En la base de Espina Colmillo, solo había unas pocas personas presentes, ya que la mayoría estaba fuera realizando diferentes trabajos.

Desde cazar monstruos hasta proteger a la gente que construía la vía férrea.

Milos era uno de los pocos que estaban en la base en ese momento.

Ahora llevaba el doble del peso que todos los demás.

El cuerpo de Milos había cambiado, transformándose del joven débil que era antes en un guerrero de aspecto poderoso.

Sin embargo, a pesar de que su fuerza había aumentado y sus músculos habían adquirido una forma más definida y poderosa, aún no había despertado su aura.

Había veces en que se quedaba mirando su propio reflejo, preguntándose si le faltaba algo, si algún poder oculto yacía latente en él, esperando el momento adecuado.

Pero a diferencia de antes, ya no sentía ese impulso desesperado de aferrarse al poder a ciegas.

Sus pensamientos se habían asentado, más claros que la niebla de incertidumbre que una vez nubló su mente.

Las conversaciones que tuvo con Lucen y los demás persistían en su memoria, palabras que lo habían anclado, que le habían dado una dirección.

Ahora entendía que no había necesidad de apresurarse.

Todo lo que necesitaba hacer era continuar, paso a paso, perfeccionándose con paciencia y diligencia.

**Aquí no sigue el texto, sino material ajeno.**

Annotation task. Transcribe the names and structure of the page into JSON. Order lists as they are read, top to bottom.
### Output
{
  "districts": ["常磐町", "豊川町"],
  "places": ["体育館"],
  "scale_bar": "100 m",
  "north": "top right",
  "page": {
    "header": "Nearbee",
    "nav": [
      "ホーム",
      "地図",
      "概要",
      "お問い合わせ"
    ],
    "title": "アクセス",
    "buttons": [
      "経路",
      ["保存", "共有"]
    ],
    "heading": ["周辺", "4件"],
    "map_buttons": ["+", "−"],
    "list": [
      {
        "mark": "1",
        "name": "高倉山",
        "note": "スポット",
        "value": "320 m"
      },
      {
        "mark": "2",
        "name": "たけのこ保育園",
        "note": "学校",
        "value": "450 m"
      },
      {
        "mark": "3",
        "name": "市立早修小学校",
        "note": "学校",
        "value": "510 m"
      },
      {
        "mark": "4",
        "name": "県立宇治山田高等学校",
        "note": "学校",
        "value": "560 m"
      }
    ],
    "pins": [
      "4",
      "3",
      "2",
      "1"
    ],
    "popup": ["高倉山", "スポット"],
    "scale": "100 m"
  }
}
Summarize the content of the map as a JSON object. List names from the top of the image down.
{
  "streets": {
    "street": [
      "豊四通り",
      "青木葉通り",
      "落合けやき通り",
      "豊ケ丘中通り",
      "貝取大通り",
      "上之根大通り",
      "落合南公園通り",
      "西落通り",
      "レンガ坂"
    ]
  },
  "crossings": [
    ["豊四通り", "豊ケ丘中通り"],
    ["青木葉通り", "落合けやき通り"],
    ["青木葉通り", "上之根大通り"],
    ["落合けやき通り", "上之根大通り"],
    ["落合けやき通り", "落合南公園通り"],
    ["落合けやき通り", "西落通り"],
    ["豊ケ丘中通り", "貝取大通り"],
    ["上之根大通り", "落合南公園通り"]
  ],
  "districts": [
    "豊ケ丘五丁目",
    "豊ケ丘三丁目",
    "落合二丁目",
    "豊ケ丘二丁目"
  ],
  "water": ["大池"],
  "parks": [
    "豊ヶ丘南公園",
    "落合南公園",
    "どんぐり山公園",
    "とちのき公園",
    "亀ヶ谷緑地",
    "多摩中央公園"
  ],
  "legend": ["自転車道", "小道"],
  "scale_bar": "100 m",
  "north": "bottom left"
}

Mientras hacía su carrera matutina, notó un movimiento en el bosque, justo a las afueras de Fortaleza de Hierro.

Lo primero que se le pasó por la mente a Milos fue que era o un monstruo o tal vez un espía; también podría ser solo un cazador cualquiera.

Milos quería asegurarse, pero no llevaba armas consigo.

Aun así, decidió seguir explorando, ya que existía la posibilidad de que alguien estuviera en problemas.

Además, si era un monstruo, necesitaba asegurarse de qué tipo de monstruo era, y si era un espía, quería ver si podía obtener alguna información.

Si actuaba más tarde después de conseguir un arma, lo que fuera podría desaparecer.

Había muchas razones por las que necesitaba actuar ahora, incluso sin un arma.

«Como miembro de Espina Colmillo, debo garantizar la seguridad de la gente».

Tras fortalecer su resolución, Milos dio un paso adelante.

Se movió, con los músculos tensos y los ojos fijos en la leve perturbación que tenía delante.

Se adentró más en la arboleda, con la respiración constante y movimientos cuidadosos.

La niebla matutina se enroscaba alrededor de sus botas mientras avanzaba, un paso, luego otro.

Entrecerró los ojos hacia el leve sonido que provenía de más adelante.

El silbido del acero a través del aire, seguido por la hoja golpeando algo que sonó como un árbol.

Definitivamente no era un monstruo, ni tampoco un espía que estuviera entrenando por esta zona.

Milos bajó su postura instintivamente, acercándose sin hacer ruido.

Apartó una rama y vio la figura moviéndose en el claro.

La silueta se hizo más nítida; la persona era Liger.

El nuevo recluta de Espina Colmillo, traído personalmente por el propio Lucen, estaba blandiendo su espada.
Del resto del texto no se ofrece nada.